TASK GOAL. The answer should be one number: how many lines in the records below contain the word "linecap".

%%

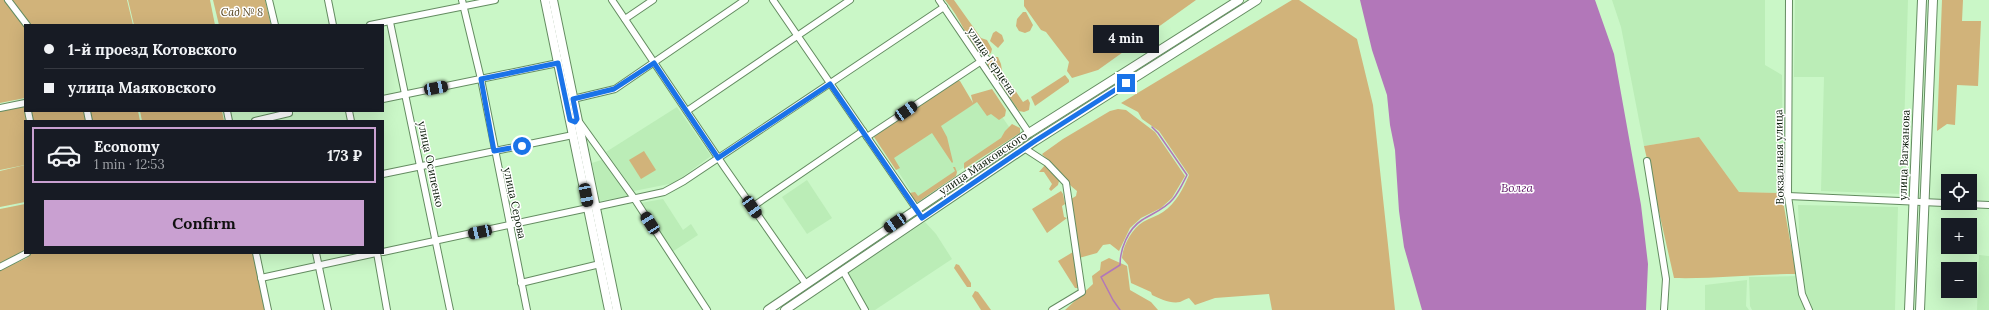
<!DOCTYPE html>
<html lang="en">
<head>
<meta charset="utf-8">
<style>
  :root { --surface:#171b24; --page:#20242c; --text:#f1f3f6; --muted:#9ea1a6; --line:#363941; --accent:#c9a0d1 }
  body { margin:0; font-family:Lora,serif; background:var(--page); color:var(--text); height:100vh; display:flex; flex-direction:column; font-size:15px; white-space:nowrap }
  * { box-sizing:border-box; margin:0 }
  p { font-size:13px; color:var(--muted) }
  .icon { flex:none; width:22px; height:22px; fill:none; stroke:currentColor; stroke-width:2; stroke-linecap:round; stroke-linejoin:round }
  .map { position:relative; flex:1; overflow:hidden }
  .drawer { position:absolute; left:24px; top:120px; width:360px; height:134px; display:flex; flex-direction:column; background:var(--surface); border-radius:0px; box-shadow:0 4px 16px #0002 }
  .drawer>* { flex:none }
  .top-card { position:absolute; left:24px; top:24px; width:360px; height:88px; border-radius:0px; box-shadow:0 4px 16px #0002; display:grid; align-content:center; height:88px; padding:0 20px; background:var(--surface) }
  .controls { position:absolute; left:1941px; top:174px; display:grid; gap:8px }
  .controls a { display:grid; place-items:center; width:36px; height:36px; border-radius:0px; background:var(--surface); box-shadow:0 4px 16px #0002; font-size:20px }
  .end { position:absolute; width:18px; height:18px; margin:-9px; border:5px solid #1a73e8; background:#fff; box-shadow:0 0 0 2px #fff }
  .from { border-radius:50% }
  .bubble { position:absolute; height:28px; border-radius:0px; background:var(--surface); box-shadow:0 4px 16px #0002; font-size:13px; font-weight:700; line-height:28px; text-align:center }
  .car { position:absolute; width:12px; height:24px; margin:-12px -6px; border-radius:5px; box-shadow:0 0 3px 1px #0007; background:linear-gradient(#222 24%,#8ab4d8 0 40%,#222 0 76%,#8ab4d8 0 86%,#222 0) }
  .top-card b { display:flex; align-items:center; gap:14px; height:38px; font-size:15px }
  .top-card b+b { border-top:1px solid var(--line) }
  .top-card i { width:10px; height:10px; background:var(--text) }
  ul { padding:7px 0 0; list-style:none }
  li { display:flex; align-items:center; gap:12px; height:56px; margin:0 8px 6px; padding:0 12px; border:2px solid transparent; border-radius:0px }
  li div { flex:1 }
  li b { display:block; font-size:15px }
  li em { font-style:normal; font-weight:700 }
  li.current { border-color:var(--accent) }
  li>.icon { width:36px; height:36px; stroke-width:1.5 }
  .primary-button { display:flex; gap:8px; margin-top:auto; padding:8px 20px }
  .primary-button a { flex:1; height:46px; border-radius:0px; background:var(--accent); color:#111; font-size:16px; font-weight:700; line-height:46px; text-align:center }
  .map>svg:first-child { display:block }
  .built { fill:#bbedb7 }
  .green { fill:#d1b37a }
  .water { fill:#b277b9 }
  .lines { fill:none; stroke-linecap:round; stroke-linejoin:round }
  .stream { stroke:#b277b9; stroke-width:1.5 }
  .minor-casing { stroke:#648c61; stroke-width:8 }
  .major-casing { stroke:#648c61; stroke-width:10 }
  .minor { stroke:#fff; stroke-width:6 }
  .major { stroke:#fff; stroke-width:8 }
  .route { stroke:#1a73e8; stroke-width:5 }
  .labels { text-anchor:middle; stroke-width:3; stroke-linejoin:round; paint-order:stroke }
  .park-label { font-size:11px; font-style:italic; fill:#54421d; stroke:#fff }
  .street-label { font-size:11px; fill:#091908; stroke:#fff }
  .water-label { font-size:12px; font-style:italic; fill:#5f1668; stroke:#fff }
</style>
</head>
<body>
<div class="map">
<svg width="1989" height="310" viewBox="0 0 1989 310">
  <rect width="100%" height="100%" fill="#caf7c7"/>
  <g class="built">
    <path d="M1612,0H1765V65L1782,75L1783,187H1779V193L1739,192L1699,137L1644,146L1621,27Z"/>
    <path d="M1795,0H1908L1902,194L1821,191L1824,77H1794Z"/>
    <path d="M987,95L1014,134L916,199L890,159Z"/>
    <path d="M677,107L711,156L674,183L634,191L606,152Z"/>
    <path d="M604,159L629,196L600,201L592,163Z"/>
    <path d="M807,180L832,218L807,234L782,197Z"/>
    <path d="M663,199L683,230L691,224L698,235L672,252L640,203Z"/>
    <path d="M1798,205L1898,207L1895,310H1752L1750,306L1749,277L1801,276Z"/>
    <path d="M925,222L936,234L952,259L875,310H865L846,274Z"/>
    <path d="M1979,255L1989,256V310H1977Z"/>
    <path d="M1747,280L1746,306L1749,310H1705V285Z"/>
  </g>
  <g class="green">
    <path d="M0,0H127L133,25H25V98L0,103Z"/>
    <path d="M128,0H210L215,25H134Z"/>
    <path d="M213,0H265L271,25H219Z"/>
    <path d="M945,0H954L981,38L987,40L992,49L991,53L984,58C967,41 961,18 945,0Z"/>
    <path d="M1024,0H1196L1098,70L1072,78L1067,71L1069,62L1046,32L1041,30L1024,6Z"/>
    <path d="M1292,0H1299L1357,39L1373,105L1395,310H1272L1269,294L1215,298L1195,305L1189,298C1185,299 1183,301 1180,302C1171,304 1160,299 1152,295L1151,292L1131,283L1128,265L1122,258C1123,245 1132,229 1143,222C1150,218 1157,216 1163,212C1176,203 1183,189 1189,175L1159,131L1142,119L1138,112L1121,103Z"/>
    <path d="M1942,0H1963L1962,21H1981L1978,86L1957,85L1955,125L1947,124L1937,131Z"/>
    <path d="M1023,12H1026L1033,25L1030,31L1025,33L1019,31L1016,26L1017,19Z"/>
    <path d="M996,31L1002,35L1004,41L998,48L990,41L993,33Z"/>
    <path d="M993,57H998L1001,64L1002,71L1023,102L1028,99L1030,103L1029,110L1024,112L1019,111L987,64L988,60Z"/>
    <path d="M1065,75L1069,80V82L1035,106L1031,97Z"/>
    <path d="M957,81H960L973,103L971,95L992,89L1006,110L1005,116L999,120L991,114L987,116L977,102L941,126L947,137L953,162L952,163L932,133L894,158L900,168L896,170L874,137L875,135Z"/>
    <path d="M24,104L28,121H25V165L0,170V109Z"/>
    <path d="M1118,109L1126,110L1155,132L1185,176L1172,198L1161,208L1141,218L1130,228L1119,251L1110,244L1103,245L1097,253L1079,258L1071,199L1076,196L1077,191C1066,183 1053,165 1042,154L1063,139L1110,111Z"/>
    <path d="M30,111H138L140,121H32Z"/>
    <path d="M140,111H222L224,121H142Z"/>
    <path d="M1012,124L1020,128V133L964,169V163L1001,138L1005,131Z"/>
    <path d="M1699,137L1739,192L1779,193V187H1783V201L1796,274C1755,274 1714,279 1674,278L1644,146Z"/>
    <path d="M644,151L656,170L641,179L629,160Z"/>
    <path d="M25,165V202L0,207V171Z"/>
    <path d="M1045,165L1049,167L1059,181L1058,185L1051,191L1049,189L1052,184L1044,172H1039Z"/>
    <path d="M953,167H955L957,172L956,176L918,202L913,201L909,193L915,192L918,196L955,171Z"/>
    <path d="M1061,191L1063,194L1065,204L1062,206L1064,217L1067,218L1047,233L1032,209Z"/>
    <path d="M25,204V252L0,265V209Z"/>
    <path d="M1073,252L1078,288H1075L1058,261Z"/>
    <path d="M30,253H253L265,310H0V270L27,258Z"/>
    <path d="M1109,258L1127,266L1130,290L1151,302L1158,310H1065L1093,284L1092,276L1100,270L1101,262Z"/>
    <path d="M956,264L959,265L971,283V287H967L954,268Z"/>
    <path d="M975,291L978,292L991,310H981L972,296Z"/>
  </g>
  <path class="water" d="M1360,0H1595L1614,54L1641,205L1648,264L1646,310H1422L1404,247L1399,211L1395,150L1390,125L1387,95L1372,50Z"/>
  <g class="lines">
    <path class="stream" d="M1120,310L1113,300L1101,277L1120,265C1120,249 1128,229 1142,220C1153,213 1165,209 1173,199C1179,192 1183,183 1187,175L1158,133L1152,127"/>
    <defs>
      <g id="minor">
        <path d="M8,0L27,25"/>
        <path d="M269,0L275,25"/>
        <path d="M328,0L333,25"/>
        <path d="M462,0L481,79L527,310"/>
        <path d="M612,0L725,168L806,284"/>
        <path d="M773,0L922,217"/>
        <path d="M939,0L1029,133"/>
        <path d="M1789,0L1788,196L1802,294L1809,310"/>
        <path d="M625,19L653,0"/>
        <path d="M390,22L450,310"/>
        <path d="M370,25L495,0"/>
        <path d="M383,99L558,63"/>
        <path d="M573,99L615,89L745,0"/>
        <path d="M0,108L25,103"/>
        <path d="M28,111L30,121"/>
        <path d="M87,111L89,121"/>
        <path d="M227,111L229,121"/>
        <path d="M349,111L351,121"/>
        <path d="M687,111L850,0"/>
        <path d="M255,121L289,113"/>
        <path d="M580,123L634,198L707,310"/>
        <path d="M867,137L986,58"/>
        <path d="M1024,148L1047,163L1066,183L1082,292L1052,310"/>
        <path d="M1647,161L1666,279L1664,310"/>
        <path d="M383,174L573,135"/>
        <path d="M1788,196L1989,205"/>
        <path d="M595,207L664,192L684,181L944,7"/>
        <path d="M752,207L863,131"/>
        <path d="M383,252L588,208"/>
        <path d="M256,253L268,310"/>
        <path d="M316,253L328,310"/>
        <path d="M377,253L387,310"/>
        <path d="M0,267L27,253"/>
        <path d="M843,271L865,310"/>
        <path d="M261,278L376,253"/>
        <path d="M521,283L600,264"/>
      </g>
      <g id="major">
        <path d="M545,0L609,310"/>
        <path d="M553,0L617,310"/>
        <path d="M768,310L1029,133L1239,0"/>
        <path d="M785,310L1035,141L1257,0"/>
        <path d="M1909,310L1922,0"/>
        <path d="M1920,310L1933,0"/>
      </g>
    </defs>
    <use href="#minor" class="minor-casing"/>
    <use href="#major" class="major-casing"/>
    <use href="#minor" class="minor"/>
    <use href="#major" class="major"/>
  </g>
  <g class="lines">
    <path class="route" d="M522,146L494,151L481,79L558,63L570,120L575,122L577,119L573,99L614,89L654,63L718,158L830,84L922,218L1035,141L1126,83"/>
  </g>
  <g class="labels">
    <g class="park-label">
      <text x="242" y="16">Сад № 8</text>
    </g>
    <g class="street-label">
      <text transform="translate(992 61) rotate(56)" y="4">улица Герцена</text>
      <text transform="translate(1904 155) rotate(-88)" y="4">улица Вагжанова</text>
      <text transform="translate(1779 157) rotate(-91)" y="4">Вокзальная улица</text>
      <text transform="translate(983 163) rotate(-34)" y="4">улица Маяковского</text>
      <text transform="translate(431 164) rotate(78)" y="4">улица Осипенко</text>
      <text transform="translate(515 203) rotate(78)" y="4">улица Серова</text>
    </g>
    <g class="water-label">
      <text x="1517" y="192">Волга</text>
    </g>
  </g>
</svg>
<div class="controls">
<a><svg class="icon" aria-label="locate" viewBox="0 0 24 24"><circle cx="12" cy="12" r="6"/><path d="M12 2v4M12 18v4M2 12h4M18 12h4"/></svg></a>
<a>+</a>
<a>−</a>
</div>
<i class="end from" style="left:522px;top:146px"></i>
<i class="end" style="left:1126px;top:83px"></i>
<div class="bubble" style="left:1093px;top:25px;width:66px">4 min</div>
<i class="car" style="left:436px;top:88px;rotate:79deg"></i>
<i class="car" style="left:906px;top:111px;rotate:56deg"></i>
<i class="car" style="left:586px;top:195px;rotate:169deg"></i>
<i class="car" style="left:752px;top:207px;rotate:145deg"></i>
<i class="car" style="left:650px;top:223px;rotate:327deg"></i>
<i class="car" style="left:895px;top:223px;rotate:236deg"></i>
<i class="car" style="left:480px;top:232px;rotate:258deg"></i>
<div class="top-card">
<b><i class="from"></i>1-й проезд Котовского</b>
<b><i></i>улица Маяковского</b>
</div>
<section class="drawer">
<ul>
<li class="current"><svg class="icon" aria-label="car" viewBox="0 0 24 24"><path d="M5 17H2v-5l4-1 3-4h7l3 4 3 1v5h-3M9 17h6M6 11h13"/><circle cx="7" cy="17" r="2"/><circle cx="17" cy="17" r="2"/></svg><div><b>Economy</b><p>1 min · 12:53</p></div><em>173 ₽</em></li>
</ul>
<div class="primary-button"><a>Confirm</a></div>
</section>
</div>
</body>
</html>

%%

EXPECTED ANSWER. 2